**Problem to solve**
Scan the entries below for the word "above" and copy every line in which it occurs.
---+---
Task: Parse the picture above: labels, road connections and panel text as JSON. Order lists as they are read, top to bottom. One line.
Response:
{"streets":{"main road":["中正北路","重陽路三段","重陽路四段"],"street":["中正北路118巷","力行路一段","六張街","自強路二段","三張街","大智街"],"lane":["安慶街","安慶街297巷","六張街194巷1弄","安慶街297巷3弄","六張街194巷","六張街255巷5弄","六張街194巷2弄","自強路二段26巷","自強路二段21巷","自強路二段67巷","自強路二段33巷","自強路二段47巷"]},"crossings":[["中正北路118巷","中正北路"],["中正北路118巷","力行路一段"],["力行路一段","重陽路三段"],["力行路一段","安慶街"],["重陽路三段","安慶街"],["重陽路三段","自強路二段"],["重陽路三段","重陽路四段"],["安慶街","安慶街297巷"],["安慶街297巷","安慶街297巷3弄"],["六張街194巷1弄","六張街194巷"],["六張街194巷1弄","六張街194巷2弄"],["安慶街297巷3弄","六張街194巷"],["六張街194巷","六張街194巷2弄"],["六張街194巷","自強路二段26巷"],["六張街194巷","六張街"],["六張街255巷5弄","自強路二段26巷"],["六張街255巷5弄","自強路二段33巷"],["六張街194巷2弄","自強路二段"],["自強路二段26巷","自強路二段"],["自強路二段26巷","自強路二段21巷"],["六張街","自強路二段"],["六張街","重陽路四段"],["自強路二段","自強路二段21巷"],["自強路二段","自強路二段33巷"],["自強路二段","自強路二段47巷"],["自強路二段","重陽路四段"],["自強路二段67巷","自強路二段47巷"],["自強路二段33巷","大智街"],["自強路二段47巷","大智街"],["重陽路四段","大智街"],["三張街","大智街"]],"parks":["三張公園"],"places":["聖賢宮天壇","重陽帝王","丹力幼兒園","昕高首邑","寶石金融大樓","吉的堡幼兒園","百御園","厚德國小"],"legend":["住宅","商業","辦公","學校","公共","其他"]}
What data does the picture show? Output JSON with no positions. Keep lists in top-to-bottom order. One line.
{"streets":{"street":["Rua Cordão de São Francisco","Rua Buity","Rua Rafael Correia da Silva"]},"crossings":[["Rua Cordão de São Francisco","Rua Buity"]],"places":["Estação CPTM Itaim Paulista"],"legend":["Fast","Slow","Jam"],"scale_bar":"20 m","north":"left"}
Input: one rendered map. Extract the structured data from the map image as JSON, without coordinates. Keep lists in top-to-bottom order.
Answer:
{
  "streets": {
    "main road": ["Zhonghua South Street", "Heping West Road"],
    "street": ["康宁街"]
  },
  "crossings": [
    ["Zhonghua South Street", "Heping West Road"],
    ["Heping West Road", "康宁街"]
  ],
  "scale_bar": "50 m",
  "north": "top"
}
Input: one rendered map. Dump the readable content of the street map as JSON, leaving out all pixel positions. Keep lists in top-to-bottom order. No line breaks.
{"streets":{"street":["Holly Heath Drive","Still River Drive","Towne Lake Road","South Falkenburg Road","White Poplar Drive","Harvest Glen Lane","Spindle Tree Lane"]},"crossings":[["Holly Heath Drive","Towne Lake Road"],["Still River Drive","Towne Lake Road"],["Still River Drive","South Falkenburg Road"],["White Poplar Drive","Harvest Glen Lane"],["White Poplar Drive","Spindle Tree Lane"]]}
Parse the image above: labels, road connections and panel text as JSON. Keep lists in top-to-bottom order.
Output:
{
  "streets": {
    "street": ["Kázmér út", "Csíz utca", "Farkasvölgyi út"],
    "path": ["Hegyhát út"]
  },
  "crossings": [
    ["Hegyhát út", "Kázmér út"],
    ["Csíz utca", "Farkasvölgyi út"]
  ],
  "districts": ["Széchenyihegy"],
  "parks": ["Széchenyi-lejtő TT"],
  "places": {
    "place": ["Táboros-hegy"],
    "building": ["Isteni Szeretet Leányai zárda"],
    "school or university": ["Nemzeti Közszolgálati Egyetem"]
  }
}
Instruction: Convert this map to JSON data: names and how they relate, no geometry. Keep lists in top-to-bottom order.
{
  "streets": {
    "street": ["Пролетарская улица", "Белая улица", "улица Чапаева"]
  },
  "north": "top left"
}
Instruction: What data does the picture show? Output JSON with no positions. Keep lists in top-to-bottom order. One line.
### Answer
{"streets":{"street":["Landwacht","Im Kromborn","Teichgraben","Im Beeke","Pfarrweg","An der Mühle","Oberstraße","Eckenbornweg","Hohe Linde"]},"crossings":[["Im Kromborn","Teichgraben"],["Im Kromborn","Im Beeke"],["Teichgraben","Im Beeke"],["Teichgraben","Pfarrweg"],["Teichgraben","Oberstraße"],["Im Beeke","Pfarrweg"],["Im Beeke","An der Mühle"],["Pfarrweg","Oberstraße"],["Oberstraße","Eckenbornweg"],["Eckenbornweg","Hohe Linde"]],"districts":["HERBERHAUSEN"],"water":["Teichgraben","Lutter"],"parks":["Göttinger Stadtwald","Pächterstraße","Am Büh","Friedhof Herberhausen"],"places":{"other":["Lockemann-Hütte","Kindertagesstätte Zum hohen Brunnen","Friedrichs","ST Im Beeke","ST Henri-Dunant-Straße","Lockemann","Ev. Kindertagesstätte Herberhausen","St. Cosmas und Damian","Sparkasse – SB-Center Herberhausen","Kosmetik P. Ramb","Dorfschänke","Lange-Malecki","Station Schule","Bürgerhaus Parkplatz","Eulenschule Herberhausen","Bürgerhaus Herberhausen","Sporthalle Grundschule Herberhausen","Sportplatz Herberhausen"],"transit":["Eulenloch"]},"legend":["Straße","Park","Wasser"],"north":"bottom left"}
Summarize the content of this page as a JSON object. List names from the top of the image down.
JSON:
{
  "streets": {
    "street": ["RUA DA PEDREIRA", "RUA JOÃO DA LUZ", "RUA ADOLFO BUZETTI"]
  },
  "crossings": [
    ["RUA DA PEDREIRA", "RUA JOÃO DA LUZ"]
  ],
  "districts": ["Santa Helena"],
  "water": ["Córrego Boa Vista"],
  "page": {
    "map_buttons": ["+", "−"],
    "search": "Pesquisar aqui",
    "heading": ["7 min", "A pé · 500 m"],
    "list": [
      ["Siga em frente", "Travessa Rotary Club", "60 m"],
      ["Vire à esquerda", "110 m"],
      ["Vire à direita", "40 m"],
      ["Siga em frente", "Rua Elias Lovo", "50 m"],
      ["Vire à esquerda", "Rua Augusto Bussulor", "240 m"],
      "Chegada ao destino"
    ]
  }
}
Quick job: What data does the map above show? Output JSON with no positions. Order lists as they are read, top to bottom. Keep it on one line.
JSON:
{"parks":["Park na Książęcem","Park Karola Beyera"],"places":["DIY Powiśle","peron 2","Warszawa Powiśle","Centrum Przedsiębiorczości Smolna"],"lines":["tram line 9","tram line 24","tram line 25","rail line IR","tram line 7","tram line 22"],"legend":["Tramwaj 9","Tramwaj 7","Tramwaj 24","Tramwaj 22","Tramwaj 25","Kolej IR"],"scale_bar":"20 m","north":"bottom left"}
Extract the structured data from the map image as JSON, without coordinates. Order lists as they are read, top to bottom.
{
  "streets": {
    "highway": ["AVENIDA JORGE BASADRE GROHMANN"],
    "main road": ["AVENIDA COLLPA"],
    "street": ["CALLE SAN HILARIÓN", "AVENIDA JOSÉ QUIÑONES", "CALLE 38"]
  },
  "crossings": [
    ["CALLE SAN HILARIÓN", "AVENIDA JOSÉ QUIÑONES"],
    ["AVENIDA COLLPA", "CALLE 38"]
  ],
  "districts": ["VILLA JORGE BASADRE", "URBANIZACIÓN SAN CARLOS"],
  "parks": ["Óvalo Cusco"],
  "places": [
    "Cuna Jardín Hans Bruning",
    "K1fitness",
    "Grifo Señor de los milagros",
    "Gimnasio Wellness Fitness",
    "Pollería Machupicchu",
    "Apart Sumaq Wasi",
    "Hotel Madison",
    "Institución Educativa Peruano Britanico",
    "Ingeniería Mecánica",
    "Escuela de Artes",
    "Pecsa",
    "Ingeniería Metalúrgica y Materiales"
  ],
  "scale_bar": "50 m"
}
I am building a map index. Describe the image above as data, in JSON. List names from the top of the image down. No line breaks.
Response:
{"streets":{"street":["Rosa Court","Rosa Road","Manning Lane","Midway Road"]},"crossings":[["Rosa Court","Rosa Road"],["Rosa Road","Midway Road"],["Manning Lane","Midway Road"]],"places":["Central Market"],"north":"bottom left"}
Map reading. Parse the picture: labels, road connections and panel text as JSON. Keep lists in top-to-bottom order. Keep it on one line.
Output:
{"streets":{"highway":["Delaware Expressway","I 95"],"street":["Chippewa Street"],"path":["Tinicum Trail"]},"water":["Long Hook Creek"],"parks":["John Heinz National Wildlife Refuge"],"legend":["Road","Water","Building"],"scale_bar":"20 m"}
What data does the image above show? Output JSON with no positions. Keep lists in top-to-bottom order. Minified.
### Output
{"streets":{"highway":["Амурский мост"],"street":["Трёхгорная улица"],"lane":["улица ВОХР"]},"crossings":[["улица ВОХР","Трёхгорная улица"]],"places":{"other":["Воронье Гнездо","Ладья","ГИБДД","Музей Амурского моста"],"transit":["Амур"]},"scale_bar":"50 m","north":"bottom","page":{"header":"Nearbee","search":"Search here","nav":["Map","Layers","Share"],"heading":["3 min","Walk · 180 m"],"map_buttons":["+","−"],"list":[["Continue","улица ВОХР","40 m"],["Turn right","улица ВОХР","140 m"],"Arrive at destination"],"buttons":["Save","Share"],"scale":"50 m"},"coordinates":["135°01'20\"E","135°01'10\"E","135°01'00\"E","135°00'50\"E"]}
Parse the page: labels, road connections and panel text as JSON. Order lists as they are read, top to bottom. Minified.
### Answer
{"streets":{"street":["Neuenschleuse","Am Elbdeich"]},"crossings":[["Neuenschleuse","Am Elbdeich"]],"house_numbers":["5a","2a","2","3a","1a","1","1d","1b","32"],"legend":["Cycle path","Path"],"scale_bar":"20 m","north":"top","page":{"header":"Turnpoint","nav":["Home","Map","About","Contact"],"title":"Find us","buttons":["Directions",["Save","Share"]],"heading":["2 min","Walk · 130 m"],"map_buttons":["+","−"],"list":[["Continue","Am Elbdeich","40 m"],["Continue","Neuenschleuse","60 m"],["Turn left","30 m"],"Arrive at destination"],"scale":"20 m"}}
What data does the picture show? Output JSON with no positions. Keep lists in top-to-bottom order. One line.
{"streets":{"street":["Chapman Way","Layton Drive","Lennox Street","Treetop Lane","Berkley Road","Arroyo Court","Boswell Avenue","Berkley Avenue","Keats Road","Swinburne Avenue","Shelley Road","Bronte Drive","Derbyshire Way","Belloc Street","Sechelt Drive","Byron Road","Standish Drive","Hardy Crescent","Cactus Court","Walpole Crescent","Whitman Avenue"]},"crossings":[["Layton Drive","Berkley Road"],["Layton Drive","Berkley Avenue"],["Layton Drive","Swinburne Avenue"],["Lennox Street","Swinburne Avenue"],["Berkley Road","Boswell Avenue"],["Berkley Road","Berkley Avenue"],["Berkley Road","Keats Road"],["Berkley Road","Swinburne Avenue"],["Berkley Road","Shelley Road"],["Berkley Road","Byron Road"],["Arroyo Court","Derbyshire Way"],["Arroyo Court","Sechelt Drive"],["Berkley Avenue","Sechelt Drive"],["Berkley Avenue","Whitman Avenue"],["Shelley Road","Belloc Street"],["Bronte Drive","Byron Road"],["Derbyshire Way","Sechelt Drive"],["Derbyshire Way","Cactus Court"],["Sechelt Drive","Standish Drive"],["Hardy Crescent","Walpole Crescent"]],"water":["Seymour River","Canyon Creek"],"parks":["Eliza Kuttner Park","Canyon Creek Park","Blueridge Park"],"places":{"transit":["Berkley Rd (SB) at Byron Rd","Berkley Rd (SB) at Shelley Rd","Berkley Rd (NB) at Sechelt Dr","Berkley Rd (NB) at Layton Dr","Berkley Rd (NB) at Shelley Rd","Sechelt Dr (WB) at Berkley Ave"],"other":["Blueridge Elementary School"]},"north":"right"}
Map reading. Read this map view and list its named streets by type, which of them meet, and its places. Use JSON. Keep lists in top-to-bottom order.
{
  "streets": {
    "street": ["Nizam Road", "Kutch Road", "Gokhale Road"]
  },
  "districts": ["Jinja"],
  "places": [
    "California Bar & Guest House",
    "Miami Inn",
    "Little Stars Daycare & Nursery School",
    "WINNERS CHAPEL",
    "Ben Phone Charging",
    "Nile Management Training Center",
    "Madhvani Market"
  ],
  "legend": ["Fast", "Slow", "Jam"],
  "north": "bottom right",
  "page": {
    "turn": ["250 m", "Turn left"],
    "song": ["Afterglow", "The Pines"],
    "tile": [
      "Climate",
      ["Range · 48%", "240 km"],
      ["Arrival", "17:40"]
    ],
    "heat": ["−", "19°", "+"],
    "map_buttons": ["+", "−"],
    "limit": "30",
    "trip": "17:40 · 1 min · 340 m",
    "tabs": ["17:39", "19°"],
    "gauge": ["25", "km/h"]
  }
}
---+---
**Reply**
Task: Parse the picture above: labels, road connections and panel text as JSON. Order lists as they are read, top to bottom. One line.
Parse the image above: labels, road connections and panel text as JSON. Keep lists in top-to-bottom order.
Quick job: What data does the map above show? Output JSON with no positions. Order lists as they are read, top to bottom. Keep it on one line.
I am building a map index. Describe the image above as data, in JSON. List names from the top of the image down. No line breaks.
What data does the image above show? Output JSON with no positions. Keep lists in top-to-bottom order. Minified.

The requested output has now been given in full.